Chicks dig the long ball: The pundits don't always recognize it, but few offenses throw the ball vertically like the Colts do. Even in a playoff stretch when Manning hasn't forced the issue deep, the Indianapolis design is still to strike up the field with wide receivers Marvin Harrison and Reggie Wayne on the boundaries or Clark up the seam. Although the Pats favor a rhythm-based game, with tons of hitches and screen passes to every eligible receiver, the Colts will take some shots at the quick strike. Harrison and Wayne combined for only five touchdown catches of 20 yards or more during the season, and their average scoring reception was for 15.1 yards. But they averaged 14.8 yards per catch in the regular season, graphic evidence that they still prefer to stretch the field.

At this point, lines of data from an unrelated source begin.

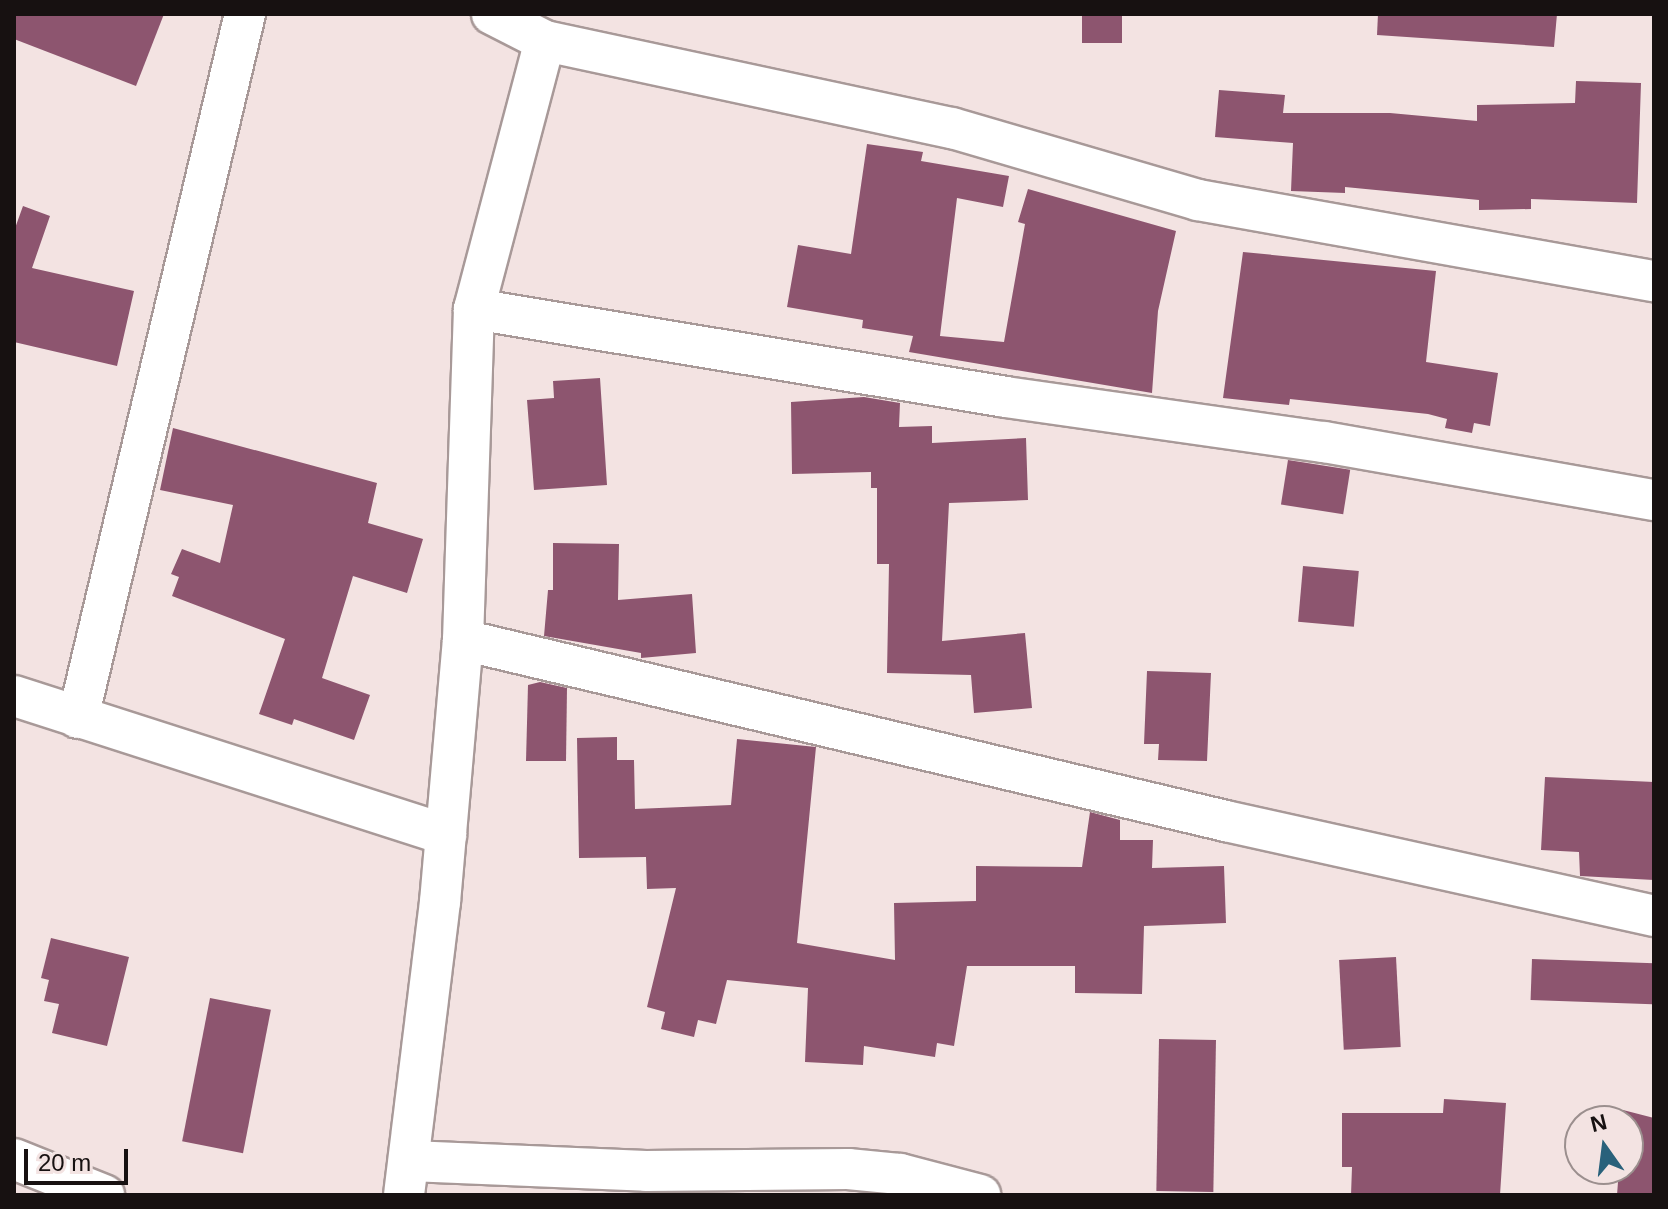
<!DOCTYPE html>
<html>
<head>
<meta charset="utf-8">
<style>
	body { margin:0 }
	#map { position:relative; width:1668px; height:1209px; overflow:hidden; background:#f3e3e2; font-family:Helvetica,sans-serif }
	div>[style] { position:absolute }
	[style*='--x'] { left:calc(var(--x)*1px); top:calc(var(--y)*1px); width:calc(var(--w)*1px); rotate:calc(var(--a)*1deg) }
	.building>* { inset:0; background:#8d556f; transform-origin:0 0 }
	.roads { filter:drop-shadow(2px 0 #a89998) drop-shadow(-2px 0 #a89998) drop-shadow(0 2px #a89998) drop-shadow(0 -2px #a89998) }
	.minor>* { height:40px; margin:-20px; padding:0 20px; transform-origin:20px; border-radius:20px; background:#fff }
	span { translate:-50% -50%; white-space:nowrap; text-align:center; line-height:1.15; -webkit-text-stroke:6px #f3e3e2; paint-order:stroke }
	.frame { position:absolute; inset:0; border:16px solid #171111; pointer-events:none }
	.north { position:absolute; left:1564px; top:1105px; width:80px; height:80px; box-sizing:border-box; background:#f3e3e2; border:2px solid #9b8f8e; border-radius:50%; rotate:346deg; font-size:22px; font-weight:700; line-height:32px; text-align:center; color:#171111 }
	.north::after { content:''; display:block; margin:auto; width:28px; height:36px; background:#29617b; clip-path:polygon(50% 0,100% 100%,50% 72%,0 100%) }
	.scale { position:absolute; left:24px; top:1149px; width:104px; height:36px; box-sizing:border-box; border:4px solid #171111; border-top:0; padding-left:10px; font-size:24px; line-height:28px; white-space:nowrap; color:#171111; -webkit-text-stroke:6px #f3e3e2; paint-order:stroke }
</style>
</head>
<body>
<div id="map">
	<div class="building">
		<div style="clip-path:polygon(14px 14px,164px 14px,136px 86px,14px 39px)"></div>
		<div style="left:1082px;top:14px;width:40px;height:29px"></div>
		<div style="clip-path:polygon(1378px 14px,1557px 14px,1554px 47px,1377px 35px)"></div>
		<div style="clip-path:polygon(1576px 81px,1641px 83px,1637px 203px,1531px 199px,1531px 209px,1479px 210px,1479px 200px,1345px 187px,1345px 193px,1291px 191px,1293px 143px,1215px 137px,1219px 90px,1285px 95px,1283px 113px,1390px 113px,1477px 121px,1477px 105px,1575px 103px)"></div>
		<div style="clip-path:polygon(867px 144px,923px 152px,921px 161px,1009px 176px,1003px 207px,957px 198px,940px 336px,1004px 342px,1025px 224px,1018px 222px,1028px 189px,1176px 231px,1158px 311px,1152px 393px,909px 352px,913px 336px,862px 328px,863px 320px,787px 307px,798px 245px,851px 254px)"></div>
		<div style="clip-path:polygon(23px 206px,50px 216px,32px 268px,134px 291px,117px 366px,14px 342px,14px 231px)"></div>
		<div style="clip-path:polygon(1243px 252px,1436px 271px,1426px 362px,1498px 373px,1490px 426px,1474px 423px,1472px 433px,1445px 428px,1447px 419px,1428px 414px,1290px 399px,1289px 405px,1223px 398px)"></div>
		<div style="clip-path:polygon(600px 378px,607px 485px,534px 490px,527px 400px,554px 398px,553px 381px)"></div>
		<div style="clip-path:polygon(864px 397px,900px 403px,899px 427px,932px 426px,932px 443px,1026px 438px,1028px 500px,949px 503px,942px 641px,1025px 633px,1032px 708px,974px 713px,971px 675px,887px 673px,889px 564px,877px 564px,877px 488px,871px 488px,871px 472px,792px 474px,791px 402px)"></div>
		<div style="clip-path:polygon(173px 428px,377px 483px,368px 523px,423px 539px,407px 593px,353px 576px,322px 678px,370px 695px,354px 740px,294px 719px,292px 725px,259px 714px,285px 639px,172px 596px,179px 577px,171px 574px,182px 549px,220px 563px,233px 505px,160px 490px)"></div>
		<div style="left:1288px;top:460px;width:63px;height:45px;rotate:9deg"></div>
		<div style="clip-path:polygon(553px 543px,619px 544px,618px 600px,692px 594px,696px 653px,641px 658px,641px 653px,544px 636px,548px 590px,553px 590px)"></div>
		<div style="left:1303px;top:566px;width:56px;height:56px;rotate:5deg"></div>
		<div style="clip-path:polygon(1147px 671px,1211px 673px,1207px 761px,1158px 760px,1159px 744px,1144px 744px)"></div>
		<div style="clip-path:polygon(540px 682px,567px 688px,566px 761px,526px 761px,528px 685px)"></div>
		<div style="clip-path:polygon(617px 737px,617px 760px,634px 760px,635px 809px,731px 805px,737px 739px,816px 747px,797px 943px,895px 960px,894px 903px,976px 901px,976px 866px,1082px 867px,1090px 812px,1120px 820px,1120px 840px,1153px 840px,1152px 868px,1224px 866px,1226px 923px,1144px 926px,1142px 994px,1075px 993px,1075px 966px,967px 966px,954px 1046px,937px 1043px,935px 1057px,864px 1046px,863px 1065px,805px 1062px,808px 988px,727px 980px,716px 1024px,698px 1020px,694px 1037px,661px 1029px,665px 1012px,647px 1007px,676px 888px,647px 889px,646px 857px,579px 858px,577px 738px)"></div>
		<div style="clip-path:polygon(1545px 777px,1654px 782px,1654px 880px,1580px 876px,1579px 852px,1541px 850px)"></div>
		<div style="clip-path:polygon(51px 938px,129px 957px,107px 1046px,52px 1033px,59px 1004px,44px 1001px,49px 980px,41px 978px)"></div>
		<div style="left:1396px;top:957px;width:90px;height:57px;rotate:87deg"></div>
		<div style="left:1532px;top:959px;width:122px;height:41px;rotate:2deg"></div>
		<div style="left:210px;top:998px;width:62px;height:146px;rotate:11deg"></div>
		<div style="left:1159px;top:1039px;width:57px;height:152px;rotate:1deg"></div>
		<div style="clip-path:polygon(1444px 1099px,1506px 1103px,1500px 1195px,1351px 1195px,1352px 1167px,1342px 1167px,1342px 1113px,1443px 1113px)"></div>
		<div style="clip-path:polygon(1623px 1110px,1654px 1118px,1654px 1195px,1617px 1195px,1619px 1169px,1628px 1169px,1628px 1121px,1622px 1121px)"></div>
	</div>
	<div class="roads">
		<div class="minor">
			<div style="--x:492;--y:14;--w:59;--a:27"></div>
			<div style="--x:545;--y:41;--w:416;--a:12.1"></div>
			<div style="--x:952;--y:128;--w:256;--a:16.3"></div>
			<div style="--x:1198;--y:200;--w:463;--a:10.1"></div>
			<div style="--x:474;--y:309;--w:539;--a:9.39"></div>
			<div style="--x:1006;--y:397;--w:321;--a:8.1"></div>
			<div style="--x:1324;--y:442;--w:335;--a:10"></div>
			<div style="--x:463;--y:640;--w:784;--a:13.35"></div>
			<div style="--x:1226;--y:821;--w:438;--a:12.5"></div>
			<div style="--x:14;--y:696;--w:454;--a:17.8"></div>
			<div style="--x:78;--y:718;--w:724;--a:-76.66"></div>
			<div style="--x:14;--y:1159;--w:97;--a:21.8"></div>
			<div style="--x:410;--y:1161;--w:236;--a:2.4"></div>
			<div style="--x:646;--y:1171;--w:202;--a:-0.6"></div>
			<div style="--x:848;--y:1169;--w:52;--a:5.5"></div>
			<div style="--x:900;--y:1174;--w:83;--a:14.7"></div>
			<div style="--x:404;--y:1195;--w:295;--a:-83"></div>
			<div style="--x:440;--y:902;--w:263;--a:-85"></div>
			<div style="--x:463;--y:640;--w:331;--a:-88.1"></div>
			<div style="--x:474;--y:309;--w:277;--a:-75.2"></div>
		</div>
	</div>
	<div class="frame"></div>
	<div class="north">N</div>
	<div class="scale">20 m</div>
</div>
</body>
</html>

Destiny's children: Yep, we know, it has nothing to do with X's and O's. There is no long scouting session or science involved. But there are teams, and the Colts might have been among them the past few years, that haven't won because it simply wasn't their time to win. In 1972, in the wake of Franco Harris' "Immaculate Reception," everyone figured the Pittsburgh Steelers were a team of destiny. What few remember is that the Steelers lost to the undefeated Miami Dolphins in the AFC Championship Game the week after the "Immaculate Reception." They didn't claim their first Super Bowl victory until two years later. Maybe this is the year the planets are aligned for Indianapolis, a team that probably isn't as talented as it has been the last couple seasons but that definitely has momentum.
Len Pasquarelli is a senior writer for ESPN.com.